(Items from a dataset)
+++

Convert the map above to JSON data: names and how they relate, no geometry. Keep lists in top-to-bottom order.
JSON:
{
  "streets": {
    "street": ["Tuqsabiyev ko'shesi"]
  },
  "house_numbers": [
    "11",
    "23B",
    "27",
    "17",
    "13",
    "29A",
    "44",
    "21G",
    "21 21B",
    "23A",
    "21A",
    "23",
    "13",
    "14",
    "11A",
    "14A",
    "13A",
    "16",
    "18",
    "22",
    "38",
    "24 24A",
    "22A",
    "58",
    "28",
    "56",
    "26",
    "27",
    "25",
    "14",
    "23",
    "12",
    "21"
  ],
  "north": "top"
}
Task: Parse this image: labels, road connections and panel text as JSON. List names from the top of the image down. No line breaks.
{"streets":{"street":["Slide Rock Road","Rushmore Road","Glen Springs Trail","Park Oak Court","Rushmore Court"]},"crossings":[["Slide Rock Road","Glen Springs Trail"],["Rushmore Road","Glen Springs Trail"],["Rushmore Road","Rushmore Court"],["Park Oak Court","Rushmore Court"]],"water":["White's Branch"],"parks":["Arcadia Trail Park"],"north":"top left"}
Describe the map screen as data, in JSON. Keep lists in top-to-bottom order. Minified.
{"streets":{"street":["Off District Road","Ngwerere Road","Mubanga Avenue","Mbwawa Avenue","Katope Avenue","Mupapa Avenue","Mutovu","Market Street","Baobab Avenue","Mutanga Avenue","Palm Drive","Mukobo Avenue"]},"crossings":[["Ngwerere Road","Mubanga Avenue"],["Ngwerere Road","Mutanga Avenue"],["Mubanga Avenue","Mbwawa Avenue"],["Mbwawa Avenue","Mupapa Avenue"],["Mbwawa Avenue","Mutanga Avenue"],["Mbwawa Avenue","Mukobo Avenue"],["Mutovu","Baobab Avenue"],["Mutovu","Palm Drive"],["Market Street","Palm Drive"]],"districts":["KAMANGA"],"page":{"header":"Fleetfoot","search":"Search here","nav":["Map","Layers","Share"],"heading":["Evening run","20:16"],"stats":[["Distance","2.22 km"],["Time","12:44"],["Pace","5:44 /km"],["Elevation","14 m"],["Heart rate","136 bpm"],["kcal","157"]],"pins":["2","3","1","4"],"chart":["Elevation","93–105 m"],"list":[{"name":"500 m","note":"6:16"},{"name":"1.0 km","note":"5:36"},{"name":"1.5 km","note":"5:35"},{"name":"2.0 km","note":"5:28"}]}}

+++

Work to be completed —
Nothing in the data should be left out when you retype it exactly.

Your response —
Convert the map above to JSON data: names and how they relate, no geometry. Keep lists in top-to-bottom order.
JSON:
{
  "streets": {
    "street": ["Tuqsabiyev ko'shesi"]
  },
  "house_numbers": [
    "11",
    "23B",
    "27",
    "17",
    "13",
    "29A",
    "44",
    "21G",
    "21 21B",
    "23A",
    "21A",
    "23",
    "13",
    "14",
    "11A",
    "14A",
    "13A",
    "16",
    "18",
    "22",
    "38",
    "24 24A",
    "22A",
    "58",
    "28",
    "56",
    "26",
    "27",
    "25",
    "14",
    "23",
    "12",
    "21"
  ],
  "north": "top"
}
Task: Parse this image: labels, road connections and panel text as JSON. List names from the top of the image down. No line breaks.
{"streets":{"street":["Slide Rock Road","Rushmore Road","Glen Springs Trail","Park Oak Court","Rushmore Court"]},"crossings":[["Slide Rock Road","Glen Springs Trail"],["Rushmore Road","Glen Springs Trail"],["Rushmore Road","Rushmore Court"],["Park Oak Court","Rushmore Court"]],"water":["White's Branch"],"parks":["Arcadia Trail Park"],"north":"top left"}
Describe the map screen as data, in JSON. Keep lists in top-to-bottom order. Minified.
{"streets":{"street":["Off District Road","Ngwerere Road","Mubanga Avenue","Mbwawa Avenue","Katope Avenue","Mupapa Avenue","Mutovu","Market Street","Baobab Avenue","Mutanga Avenue","Palm Drive","Mukobo Avenue"]},"crossings":[["Ngwerere Road","Mubanga Avenue"],["Ngwerere Road","Mutanga Avenue"],["Mubanga Avenue","Mbwawa Avenue"],["Mbwawa Avenue","Mupapa Avenue"],["Mbwawa Avenue","Mutanga Avenue"],["Mbwawa Avenue","Mukobo Avenue"],["Mutovu","Baobab Avenue"],["Mutovu","Palm Drive"],["Market Street","Palm Drive"]],"districts":["KAMANGA"],"page":{"header":"Fleetfoot","search":"Search here","nav":["Map","Layers","Share"],"heading":["Evening run","20:16"],"stats":[["Distance","2.22 km"],["Time","12:44"],["Pace","5:44 /km"],["Elevation","14 m"],["Heart rate","136 bpm"],["kcal","157"]],"pins":["2","3","1","4"],"chart":["Elevation","93–105 m"],"list":[{"name":"500 m","note":"6:16"},{"name":"1.0 km","note":"5:36"},{"name":"1.5 km","note":"5:35"},{"name":"2.0 km","note":"5:28"}]}}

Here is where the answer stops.